Fighter mania continues with BlazBlue

Shaggy June 24, 2008 3

The notion that no one wants to play fighters in the arcade anymore is silly. Apparently Capcom and Namco thinks so when it comes to the US but I have noticed a very interesting trend in my two weeks of running the arcade – there are a lot of fighting fans out there who want to play fighters in arcades, even if they can get them at home. I had a lot of people ask about Marvel VS. Capcom so I looked into it, found one and it’s arriving today. I’ve been a little surprised by the thirst for fighters as it is still quite strong and in Japan developers seem to realize this but in the US they seem to ignore it for the most part, hence the official lack of Tekken 6 and Street Fighter IV to the streets (of course the outrageous price tags don’t help either). At the very least we’ll be seeing Dark Presence from US developer Galloping Ghost later this year but beyond that the fighter scene was looking grim outside of Japan.

Until now that is. Fortunately there is another developer who is going to test out their new fighting game here in the US, as Kotaku reports, Aksys Games will be testing out their new and highly anticipated fighter BlazBlue at the Anime Expo in Los Angeles from July 3rd to the 6th. I had thought that this would only be seen as an import here but I’m glad to be wrong on that. Hopefully the game will test well, find distribution and come out at a reasonable price. If they need another location to test at, I’d be happy to host it for a couple of days as being a location tester would be very cool.

[BlazBlue Debuting at AnimeExpo – Kotaku] [Discuss on the Forum]


  1. editor June 24, 2008 at 2:39 pm - Reply

    I agree with your observation – we are seeing something the Stinger has tagged as Player-Power. This means a company’s US or UK satellite feels so entrenched by fans demanding the coin-op version, ahead of a planned consumer release, that they relent and bring ‘demonstration’ or ‘test’ machines over to placate the players.

    The whole Battle of Destiny SFIV appearance, or the new Anime Expo Blu appearance all show the ‘Player-Power’ issue. The problem is that the satellite operation has to depend on fan support to keep momentum going on the immanent home console release of these games. Critical web forum coverage putting great pressure on marketing men.

    But there is another problem in showing the arcade version in these territories, leaving themselves open to the danger that the home version will be compared to the arcade version and the cracks in th PS3 and XB360 ability to render arcade quality brawlers will be revealed. I have already heard of complaints about the difference between the arcade and home version of T6!

  2. good May 18, 2010 at 8:54 am - Reply

    No offense, but the Fighter genre of garbage games like Street Fighter and Mortal Kombat is one of the many things that killed the vintage arcades back in the day. The era that SF and it’s thousands of knock offs hit it big is the same era that the arcades went extinct. Game designers put 100% of their effort into consoles and just threw out 10,000 SF knock offs to finish off the arcades. Seriously, people won’t pay to stand up to play a game that they can play at home for free.

    I’ve been saying it for years, games like Dance, Dance revolution and Silent Scope proved that people will still pay to play arcade games– there just has to be something there that people can’t get at home.

    The old beat-’em-up fighter games have ran their course. It’s time for something new– that can’t be had on a console… Like a version of SF with boxing gloves and nose bleed-inducing electric shocks. Now were talking.
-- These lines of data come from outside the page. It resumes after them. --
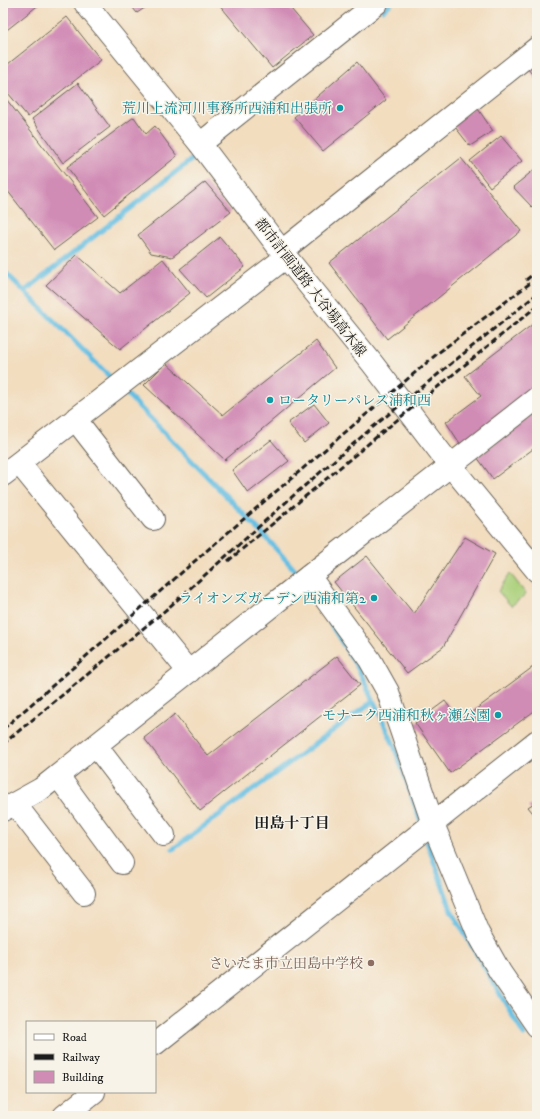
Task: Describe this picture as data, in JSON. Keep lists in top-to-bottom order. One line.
{"streets":{"street":["都市計画道路 大谷場高木線"]},"districts":["田島十丁目"],"places":["荒川上流河川事務所西浦和出張所","ロータリーパレス浦和西","ライオンズガーデン西浦和第2","モナーク西浦和秋ヶ瀬公園","さいたま市立田島中学校"],"legend":["Road","Railway","Building"]}
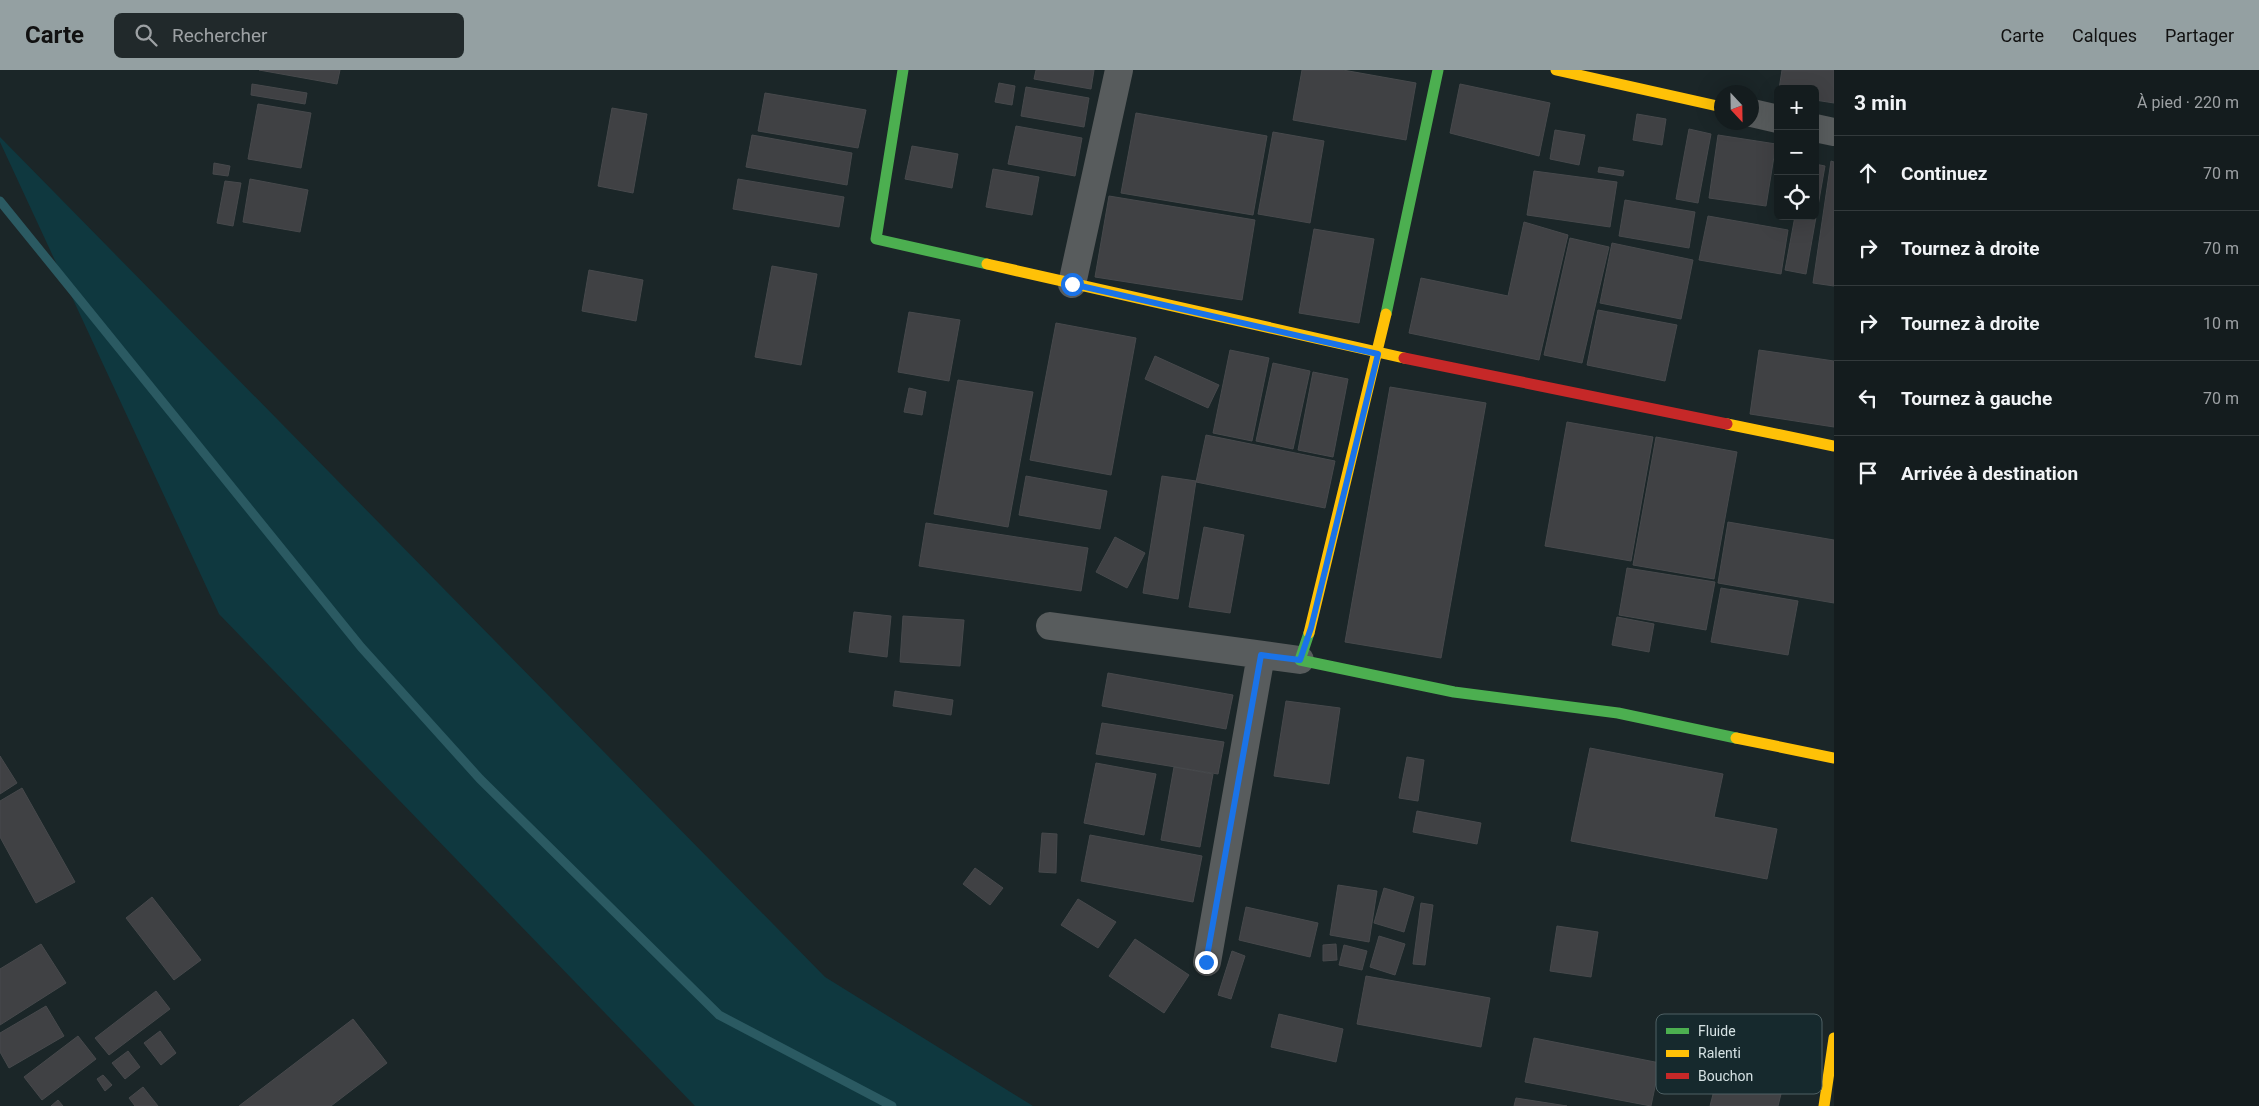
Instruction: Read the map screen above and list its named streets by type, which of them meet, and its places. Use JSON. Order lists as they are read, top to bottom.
{
  "legend": ["Fluide", "Ralenti", "Bouchon"],
  "north": "bottom",
  "page": {
    "header": "Carte",
    "search": "Rechercher",
    "nav": ["Carte", "Calques", "Partager"],
    "heading": ["3 min", "À pied · 220 m"],
    "map_buttons": ["+", "−"],
    "list": [
      ["Continuez", "70 m"],
      ["Tournez à droite", "70 m"],
      ["Tournez à droite", "10 m"],
      ["Tournez à gauche", "70 m"],
      "Arrivée à destination"
    ]
  }
}
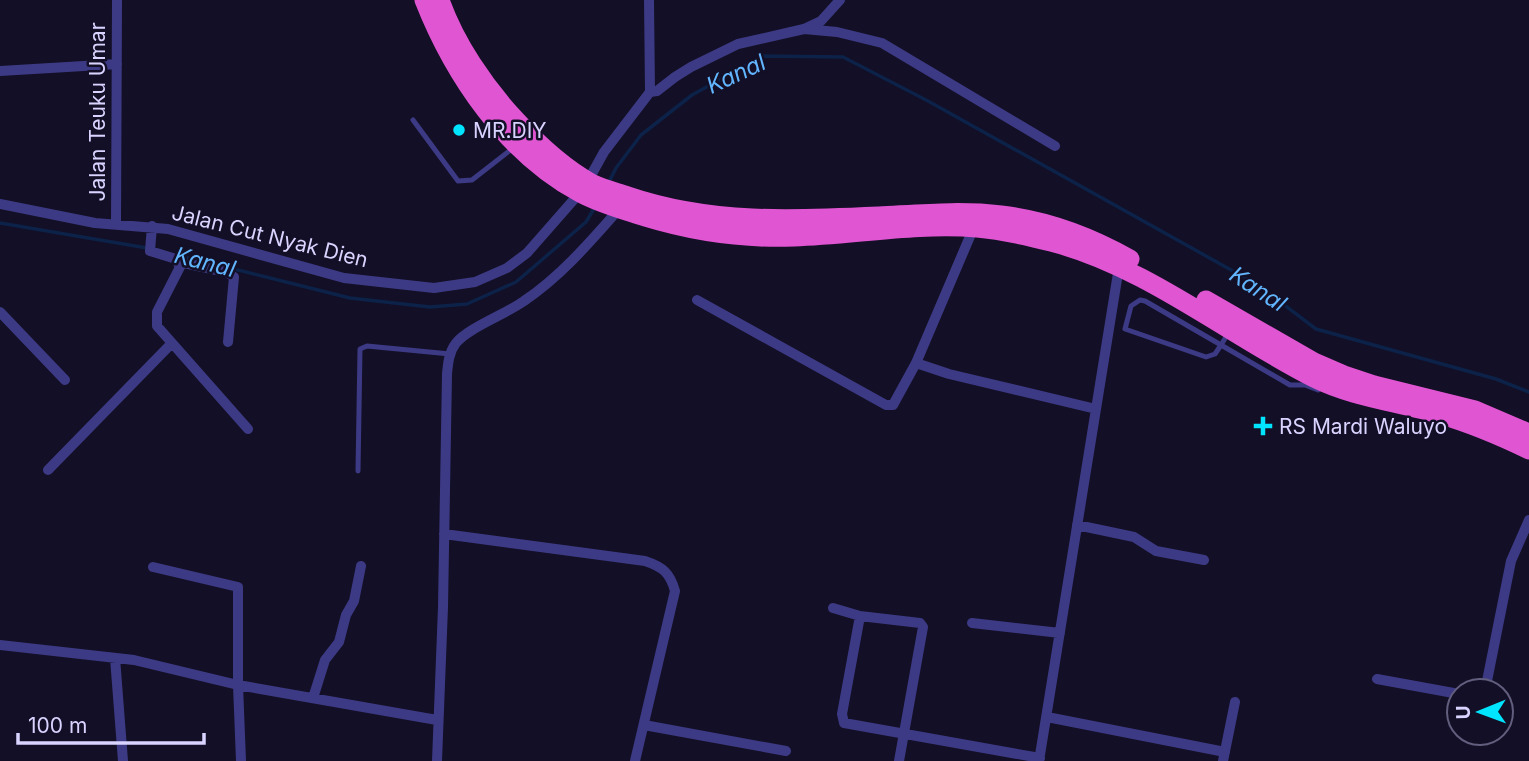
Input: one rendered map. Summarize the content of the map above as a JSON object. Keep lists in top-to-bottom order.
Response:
{
  "streets": {
    "street": ["Jalan Teuku Umar", "Jalan Cut Nyak Dien"]
  },
  "crossings": [
    ["Jalan Teuku Umar", "Jalan Cut Nyak Dien"]
  ],
  "water": ["Kanal"],
  "places": {
    "other": ["MR.DIY"],
    "health": ["RS Mardi Waluyo"]
  },
  "scale_bar": "100 m",
  "north": "left"
}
  3. HeavyElectricity May 18, 2010 at 6:16 pm - Reply

    No offence taken. On the other hand, I need to ask – have you actually been to an arcade lately?

    I don’t know where you live, but certainly in Europe fighting games are in very short supply. I attend arcade trade shows each year for this website, and the fighting genre is not heavily represented at all. I can’t think of a single game shown at EAG 2010, and at ATEI last year I only saw Street Fighter IV and Tekken 6 (both of which attracted the biggest crowds of the show – I was very lucky to even get a picture of SFIV).

    As for whether people will pay to play fighting games, I’ll have to respectfully disagree. They do have a limited appeal in general. That’s because they are usually available on console, can be relatively underwhelming to look at as well and are often geared towards the hardcore. But if that hardcore is in your area, then you’d be doing yourself a disservice not to run a fighting game or two as the hardcore fighting fans are typically consistent, repeat customers.